My Agency Workflow: The Gatilab Checklist
Here’s exactly what we do on every client site at Gatilab. We’ve turned this into a standard mu-plugin that we drop into /wp-content/mu-plugins/ on every site:
- Create the mu-plugin file:
gatilab-white-label.phpgoes intowp-content/mu-plugins/. MU plugins load automatically and can’t be deactivated by clients.
- Custom login page: Client’s logo, clean background, link goes to their homepage.
- Dashboard cleanup: Remove all default widgets, add our welcome widget with quick links and support contact.
- Footer branding: “Managed by Gatilab” with support link.
- Menu hiding: Remove Plugins, Tools, and Settings for non-agency accounts.
- Custom role: Create “Client Manager” role, assign it to the client’s user account.
- Email branding: Change from name and email to match the client’s domain.
- Frontend cleanup: Remove generator tag, version strings.
We keep this mu-plugin in a Git repo and deploy it with a simple scp command. Every new client site gets the same professional treatment in about 5 minutes.
The reason we use an mu-plugin instead of adding code to functions.php is simple: mu-plugins can’t be accidentally deactivated by the client. They load before regular plugins. And if the client switches themes, the white labeling stays intact.
Bonus: Hiding the WordPress Update Nag
If you’re managing client sites, the last thing you want is your client seeing “WordPress 6.x is available! Please update now.” in big yellow banners. They’ll either click it and break something, or email you asking what to do.
Hide update notifications for non-agency users:
function gatilab_hide_update_nags() {
$current_user = wp_get_current_user();
$agency_emails = array('[email protected]');
if (!in_array($current_user->user_email, $agency_emails)) {
remove_action('admin_notices', 'update_nag', 3);
remove_action('admin_notices', 'maintenance_nag', 10);
}
}
add_action('admin_head', 'gatilab_hide_update_nags', 1);
You should still keep WordPress updated.

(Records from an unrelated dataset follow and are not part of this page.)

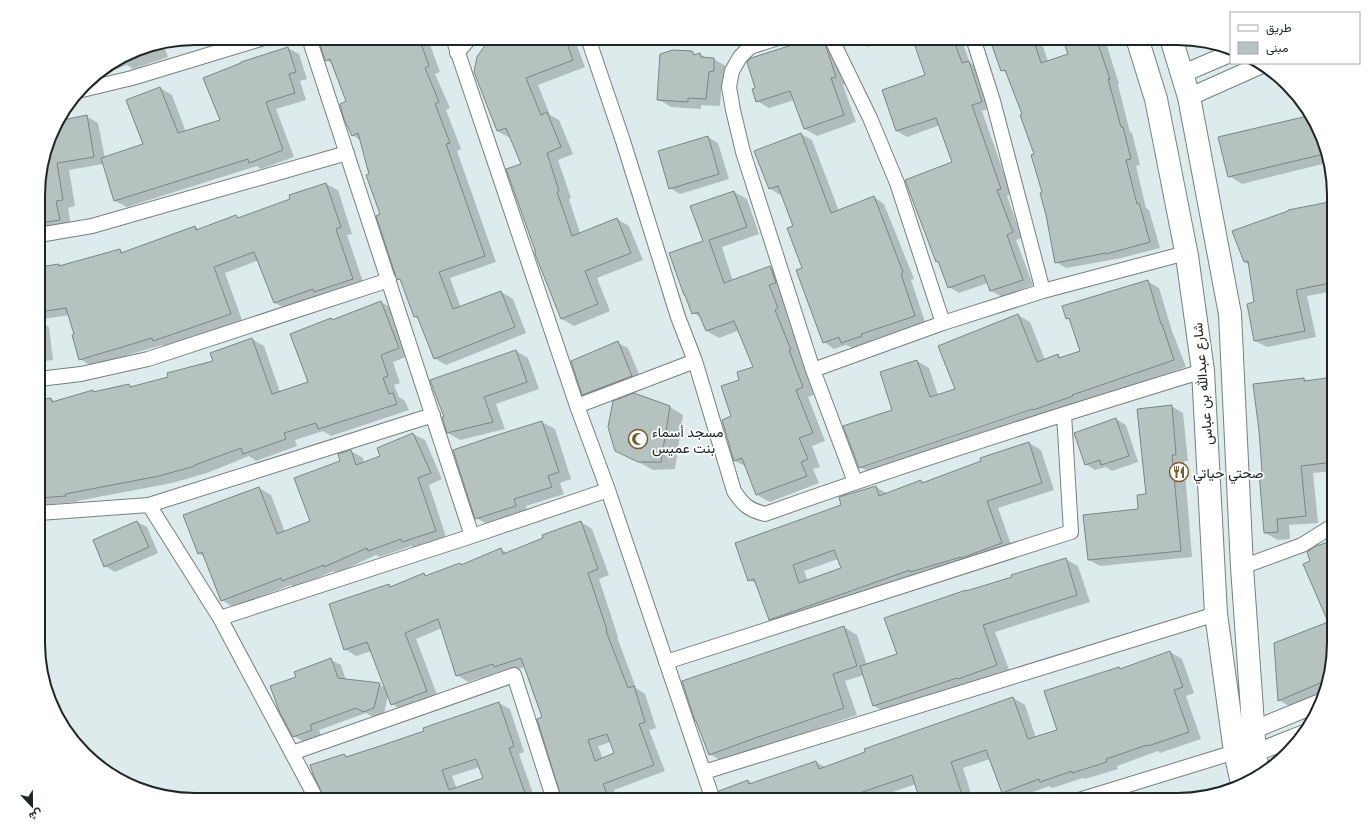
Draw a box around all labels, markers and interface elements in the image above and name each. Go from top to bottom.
legend [1230,12,1360,64]
text: طريق [1266,19,1292,36]
text: مبنى [1266,39,1288,56]
street label: شارع عبدالله بن عباس [1187,322,1219,446]
place label: مسجد أسماء بنت عميس [652,422,724,457]
mosque icon: مسجد أسماء بنت عميس [627,428,649,450]
restaurant icon: صحتي حياتي [1168,461,1190,483]
place label: صحتي حياتي [1193,463,1264,485]
north arrow [12,786,52,826]
text: ش [27,806,45,825]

But you should be the one doing it, not your client. This just removes the nagging so they don’t worry about it.
You can also hide plugin update counts from the menu:
function gatilab_hide_update_counts() {
$current_user = wp_get_current_user();
$agency_emails = array('[email protected]');
if (!in_array($current_user->user_email, $agency_emails)) {
global $menu, $submenu;
// Remove update count from Plugins menu
if (isset($menu[65])) {
$menu[65][0] = 'Plugins';
}
}
}
add_action('admin_menu', 'gatilab_hide_update_counts', 999);
Quick Note About Going Too Far
One thing I want to mention: don’t hide so much that your client can’t do their job. The whole point of WordPress is that non-technical people can manage their own content. If you hide everything, they’ll email you every time they need to add a blog post.
Find the balance. Hide the stuff that could break things (Plugins, Tools, Settings). Keep the stuff they need (Posts, Pages, Media, Comments if applicable). And always include a clear support link so they know where to go when they’re stuck.
Wrapping Up
White labeling WordPress isn’t complicated. Whether you go with the White Label CMS plugin for a quick setup or build your own mu-plugin like we do at Gatilab, the result is the same: a professional, branded experience that makes your clients feel like they’re using a custom-built system.
It takes maybe 30 minutes to set up, and it lasts for the entire lifetime of the client relationship. That’s one of the best return-on-time investments you can make as a WordPress agency.
Start with the login page. That’s the first thing your client sees every time they log in. Get that right, and the rest will follow.